Task objective » Transcribe the records below exactly, from their first line through the line containing "M92,0H239L145,57L0,148V141C41,102 71,52 92,0Z". Omit every line after it.

(Data section Opens)

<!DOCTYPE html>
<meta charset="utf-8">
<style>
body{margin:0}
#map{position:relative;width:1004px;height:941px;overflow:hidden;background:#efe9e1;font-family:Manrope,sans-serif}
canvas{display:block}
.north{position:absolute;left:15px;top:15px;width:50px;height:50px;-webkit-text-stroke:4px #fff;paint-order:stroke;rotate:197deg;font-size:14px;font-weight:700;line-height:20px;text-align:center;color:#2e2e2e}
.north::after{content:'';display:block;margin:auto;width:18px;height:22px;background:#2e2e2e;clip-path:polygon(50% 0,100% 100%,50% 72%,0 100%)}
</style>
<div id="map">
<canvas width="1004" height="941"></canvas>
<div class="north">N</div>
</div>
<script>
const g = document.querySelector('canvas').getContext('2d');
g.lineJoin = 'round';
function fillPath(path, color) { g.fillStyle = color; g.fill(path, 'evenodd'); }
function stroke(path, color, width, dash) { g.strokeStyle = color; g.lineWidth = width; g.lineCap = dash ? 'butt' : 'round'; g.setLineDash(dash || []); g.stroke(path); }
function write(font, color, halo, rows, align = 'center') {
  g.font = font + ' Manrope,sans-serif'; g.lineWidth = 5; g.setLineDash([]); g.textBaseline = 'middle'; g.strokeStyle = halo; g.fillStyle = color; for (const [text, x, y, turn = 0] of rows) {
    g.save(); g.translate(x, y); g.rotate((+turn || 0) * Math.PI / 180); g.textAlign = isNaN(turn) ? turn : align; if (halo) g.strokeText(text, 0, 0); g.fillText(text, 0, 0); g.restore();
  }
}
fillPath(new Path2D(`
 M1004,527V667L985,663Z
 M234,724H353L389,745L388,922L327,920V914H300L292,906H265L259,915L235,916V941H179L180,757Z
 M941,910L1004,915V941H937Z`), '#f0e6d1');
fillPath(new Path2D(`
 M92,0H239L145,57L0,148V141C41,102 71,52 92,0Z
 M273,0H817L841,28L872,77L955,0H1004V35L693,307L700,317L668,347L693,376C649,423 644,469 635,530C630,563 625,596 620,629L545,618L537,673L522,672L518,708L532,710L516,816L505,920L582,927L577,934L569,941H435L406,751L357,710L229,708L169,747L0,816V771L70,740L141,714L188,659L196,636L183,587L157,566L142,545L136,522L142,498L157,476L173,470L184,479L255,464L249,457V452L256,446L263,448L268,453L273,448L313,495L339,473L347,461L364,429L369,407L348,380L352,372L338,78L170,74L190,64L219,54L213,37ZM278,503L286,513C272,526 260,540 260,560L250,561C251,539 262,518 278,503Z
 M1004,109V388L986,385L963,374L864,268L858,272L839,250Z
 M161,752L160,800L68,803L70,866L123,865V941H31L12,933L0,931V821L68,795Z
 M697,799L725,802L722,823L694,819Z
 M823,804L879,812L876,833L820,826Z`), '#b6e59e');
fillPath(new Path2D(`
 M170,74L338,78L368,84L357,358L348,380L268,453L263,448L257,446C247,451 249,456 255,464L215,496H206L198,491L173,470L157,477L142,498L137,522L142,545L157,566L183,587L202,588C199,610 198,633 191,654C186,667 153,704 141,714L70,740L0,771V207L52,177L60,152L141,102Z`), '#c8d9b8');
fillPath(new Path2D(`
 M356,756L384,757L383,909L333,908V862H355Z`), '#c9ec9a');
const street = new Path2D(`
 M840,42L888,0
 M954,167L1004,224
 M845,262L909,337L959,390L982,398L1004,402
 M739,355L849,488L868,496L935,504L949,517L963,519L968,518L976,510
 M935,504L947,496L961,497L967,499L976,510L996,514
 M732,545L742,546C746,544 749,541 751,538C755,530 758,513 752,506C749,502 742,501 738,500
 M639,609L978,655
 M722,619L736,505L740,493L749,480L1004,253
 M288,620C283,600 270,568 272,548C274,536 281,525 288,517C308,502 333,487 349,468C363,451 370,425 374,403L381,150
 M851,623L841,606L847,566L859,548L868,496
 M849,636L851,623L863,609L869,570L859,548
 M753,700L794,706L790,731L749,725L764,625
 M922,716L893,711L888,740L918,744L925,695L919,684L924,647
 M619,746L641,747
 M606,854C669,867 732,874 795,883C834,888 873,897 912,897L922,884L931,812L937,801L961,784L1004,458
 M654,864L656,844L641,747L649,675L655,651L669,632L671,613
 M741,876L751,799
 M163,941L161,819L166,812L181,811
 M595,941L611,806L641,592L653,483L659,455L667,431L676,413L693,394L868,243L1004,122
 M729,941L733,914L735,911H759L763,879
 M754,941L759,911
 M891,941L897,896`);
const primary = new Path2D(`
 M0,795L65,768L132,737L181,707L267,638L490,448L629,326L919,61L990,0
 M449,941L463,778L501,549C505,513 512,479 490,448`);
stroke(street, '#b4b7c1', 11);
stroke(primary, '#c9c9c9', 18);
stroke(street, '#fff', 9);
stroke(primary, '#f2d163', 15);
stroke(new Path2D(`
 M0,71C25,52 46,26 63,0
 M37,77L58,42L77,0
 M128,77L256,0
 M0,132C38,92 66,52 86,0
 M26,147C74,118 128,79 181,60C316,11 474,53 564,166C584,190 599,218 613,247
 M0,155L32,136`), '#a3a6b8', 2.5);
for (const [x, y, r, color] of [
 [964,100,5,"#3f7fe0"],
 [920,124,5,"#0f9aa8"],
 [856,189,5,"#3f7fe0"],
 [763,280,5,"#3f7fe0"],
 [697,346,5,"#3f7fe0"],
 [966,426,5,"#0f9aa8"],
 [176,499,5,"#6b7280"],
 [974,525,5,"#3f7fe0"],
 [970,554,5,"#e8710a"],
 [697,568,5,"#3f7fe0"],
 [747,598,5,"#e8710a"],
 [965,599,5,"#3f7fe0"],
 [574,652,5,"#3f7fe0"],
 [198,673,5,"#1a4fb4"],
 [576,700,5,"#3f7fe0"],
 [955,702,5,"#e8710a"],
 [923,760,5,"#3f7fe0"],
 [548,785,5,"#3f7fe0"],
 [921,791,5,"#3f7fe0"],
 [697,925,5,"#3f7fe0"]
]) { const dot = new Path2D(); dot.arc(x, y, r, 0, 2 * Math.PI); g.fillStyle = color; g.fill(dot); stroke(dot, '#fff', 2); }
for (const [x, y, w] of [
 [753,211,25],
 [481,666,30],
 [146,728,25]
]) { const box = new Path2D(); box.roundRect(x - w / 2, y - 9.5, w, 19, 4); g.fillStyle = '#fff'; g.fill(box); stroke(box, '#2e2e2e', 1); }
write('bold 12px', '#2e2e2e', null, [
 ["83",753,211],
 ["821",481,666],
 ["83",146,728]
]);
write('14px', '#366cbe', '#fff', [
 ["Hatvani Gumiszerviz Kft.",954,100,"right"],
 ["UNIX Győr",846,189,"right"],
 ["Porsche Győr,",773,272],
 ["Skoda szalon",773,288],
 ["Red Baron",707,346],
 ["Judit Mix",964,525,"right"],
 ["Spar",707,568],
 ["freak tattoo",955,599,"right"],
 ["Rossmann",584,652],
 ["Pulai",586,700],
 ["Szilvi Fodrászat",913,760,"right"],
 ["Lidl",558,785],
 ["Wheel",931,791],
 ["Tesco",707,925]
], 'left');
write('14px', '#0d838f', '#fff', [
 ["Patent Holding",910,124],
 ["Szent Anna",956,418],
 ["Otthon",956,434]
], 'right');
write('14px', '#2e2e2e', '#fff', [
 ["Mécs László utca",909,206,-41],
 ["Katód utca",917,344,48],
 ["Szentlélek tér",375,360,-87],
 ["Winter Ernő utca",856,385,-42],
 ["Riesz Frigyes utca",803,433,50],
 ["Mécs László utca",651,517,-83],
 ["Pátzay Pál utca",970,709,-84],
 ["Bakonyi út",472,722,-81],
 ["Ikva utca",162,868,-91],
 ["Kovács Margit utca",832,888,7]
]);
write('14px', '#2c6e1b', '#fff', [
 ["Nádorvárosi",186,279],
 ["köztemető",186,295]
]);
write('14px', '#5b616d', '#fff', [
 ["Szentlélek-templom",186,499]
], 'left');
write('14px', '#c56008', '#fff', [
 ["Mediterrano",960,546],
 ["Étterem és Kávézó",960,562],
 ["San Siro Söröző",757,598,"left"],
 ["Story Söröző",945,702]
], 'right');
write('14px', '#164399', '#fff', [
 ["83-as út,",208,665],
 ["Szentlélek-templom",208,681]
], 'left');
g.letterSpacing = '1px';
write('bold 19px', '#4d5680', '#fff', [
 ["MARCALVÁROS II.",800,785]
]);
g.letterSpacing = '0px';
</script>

(Data section Closes)

Response to the task »
<!DOCTYPE html>
<meta charset="utf-8">
<style>
body{margin:0}
#map{position:relative;width:1004px;height:941px;overflow:hidden;background:#efe9e1;font-family:Manrope,sans-serif}
canvas{display:block}
.north{position:absolute;left:15px;top:15px;width:50px;height:50px;-webkit-text-stroke:4px #fff;paint-order:stroke;rotate:197deg;font-size:14px;font-weight:700;line-height:20px;text-align:center;color:#2e2e2e}
.north::after{content:'';display:block;margin:auto;width:18px;height:22px;background:#2e2e2e;clip-path:polygon(50% 0,100% 100%,50% 72%,0 100%)}
</style>
<div id="map">
<canvas width="1004" height="941"></canvas>
<div class="north">N</div>
</div>
<script>
const g = document.querySelector('canvas').getContext('2d');
g.lineJoin = 'round';
function fillPath(path, color) { g.fillStyle = color; g.fill(path, 'evenodd'); }
function stroke(path, color, width, dash) { g.strokeStyle = color; g.lineWidth = width; g.lineCap = dash ? 'butt' : 'round'; g.setLineDash(dash || []); g.stroke(path); }
function write(font, color, halo, rows, align = 'center') {
  g.font = font + ' Manrope,sans-serif'; g.lineWidth = 5; g.setLineDash([]); g.textBaseline = 'middle'; g.strokeStyle = halo; g.fillStyle = color; for (const [text, x, y, turn = 0] of rows) {
    g.save(); g.translate(x, y); g.rotate((+turn || 0) * Math.PI / 180); g.textAlign = isNaN(turn) ? turn : align; if (halo) g.strokeText(text, 0, 0); g.fillText(text, 0, 0); g.restore();
  }
}
fillPath(new Path2D(`
 M1004,527V667L985,663Z
 M234,724H353L389,745L388,922L327,920V914H300L292,906H265L259,915L235,916V941H179L180,757Z
 M941,910L1004,915V941H937Z`), '#f0e6d1');
fillPath(new Path2D(`
 M92,0H239L145,57L0,148V141C41,102 71,52 92,0Z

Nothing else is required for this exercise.